EXERCISE GOAL: Line by line, retype the data exactly as it is given.

Collected data
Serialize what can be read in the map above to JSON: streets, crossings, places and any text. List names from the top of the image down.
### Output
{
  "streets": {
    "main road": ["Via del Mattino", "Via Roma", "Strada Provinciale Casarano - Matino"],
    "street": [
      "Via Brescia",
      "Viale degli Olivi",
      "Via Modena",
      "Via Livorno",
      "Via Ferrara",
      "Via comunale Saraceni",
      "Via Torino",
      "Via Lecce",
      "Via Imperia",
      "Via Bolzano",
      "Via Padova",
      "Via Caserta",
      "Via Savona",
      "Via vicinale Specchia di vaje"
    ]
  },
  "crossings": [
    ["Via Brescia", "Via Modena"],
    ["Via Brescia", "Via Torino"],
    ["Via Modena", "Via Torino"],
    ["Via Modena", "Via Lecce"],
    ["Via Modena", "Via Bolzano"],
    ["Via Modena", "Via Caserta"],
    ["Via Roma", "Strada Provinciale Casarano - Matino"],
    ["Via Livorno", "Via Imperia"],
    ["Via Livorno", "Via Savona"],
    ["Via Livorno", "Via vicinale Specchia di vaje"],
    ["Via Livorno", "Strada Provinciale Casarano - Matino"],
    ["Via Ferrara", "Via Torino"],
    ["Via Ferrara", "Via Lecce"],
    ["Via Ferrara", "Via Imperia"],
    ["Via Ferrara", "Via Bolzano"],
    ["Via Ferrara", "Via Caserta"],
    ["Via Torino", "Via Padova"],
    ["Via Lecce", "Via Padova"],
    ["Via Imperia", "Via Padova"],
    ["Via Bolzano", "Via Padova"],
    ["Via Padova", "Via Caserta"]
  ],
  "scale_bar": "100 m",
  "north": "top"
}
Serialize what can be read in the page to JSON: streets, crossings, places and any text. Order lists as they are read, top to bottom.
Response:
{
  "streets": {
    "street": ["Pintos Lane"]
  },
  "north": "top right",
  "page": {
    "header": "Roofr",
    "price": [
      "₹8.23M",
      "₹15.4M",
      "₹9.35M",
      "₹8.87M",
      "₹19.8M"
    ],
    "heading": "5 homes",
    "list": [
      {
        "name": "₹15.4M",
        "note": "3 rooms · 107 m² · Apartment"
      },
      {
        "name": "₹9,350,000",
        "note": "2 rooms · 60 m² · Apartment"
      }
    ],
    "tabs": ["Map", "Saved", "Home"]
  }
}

EXERCISE ANSWER:
Serialize what can be read in the map above to JSON: streets, crossings, places and any text. List names from the top of the image down.
### Output
{
  "streets": {
    "main road": ["Via del Mattino", "Via Roma", "Strada Provinciale Casarano - Matino"],
    "street": [
      "Via Brescia",
      "Viale degli Olivi",
      "Via Modena",
      "Via Livorno",
      "Via Ferrara",
      "Via comunale Saraceni",
      "Via Torino",
      "Via Lecce",
      "Via Imperia",
      "Via Bolzano",
      "Via Padova",
      "Via Caserta",
      "Via Savona",
      "Via vicinale Specchia di vaje"
    ]
  },
  "crossings": [
    ["Via Brescia", "Via Modena"],
    ["Via Brescia", "Via Torino"],
    ["Via Modena", "Via Torino"],
    ["Via Modena", "Via Lecce"],
    ["Via Modena", "Via Bolzano"],
    ["Via Modena", "Via Caserta"],
    ["Via Roma", "Strada Provinciale Casarano - Matino"],
    ["Via Livorno", "Via Imperia"],
    ["Via Livorno", "Via Savona"],
    ["Via Livorno", "Via vicinale Specchia di vaje"],
    ["Via Livorno", "Strada Provinciale Casarano - Matino"],
    ["Via Ferrara", "Via Torino"],
    ["Via Ferrara", "Via Lecce"],
    ["Via Ferrara", "Via Imperia"],
    ["Via Ferrara", "Via Bolzano"],
    ["Via Ferrara", "Via Caserta"],
    ["Via Torino", "Via Padova"],
    ["Via Lecce", "Via Padova"],
    ["Via Imperia", "Via Padova"],
    ["Via Bolzano", "Via Padova"],
    ["Via Padova", "Via Caserta"]
  ],
  "scale_bar": "100 m",
  "north": "top"
}
Serialize what can be read in the page to JSON: streets, crossings, places and any text. Order lists as they are read, top to bottom.
Response:
{
  "streets": {
    "street": ["Pintos Lane"]
  },
  "north": "top right",
  "page": {
    "header": "Roofr",
    "price": [
      "₹8.23M",
      "₹15.4M",
      "₹9.35M",
      "₹8.87M",
      "₹19.8M"
    ],
    "heading": "5 homes",
    "list": [
      {
        "name": "₹15.4M",
        "note": "3 rooms · 107 m² · Apartment"
      },
      {
        "name": "₹9,350,000",
        "note": "2 rooms · 60 m² · Apartment"
      }
    ],
    "tabs": ["Map", "Saved", "Home"]
  }
}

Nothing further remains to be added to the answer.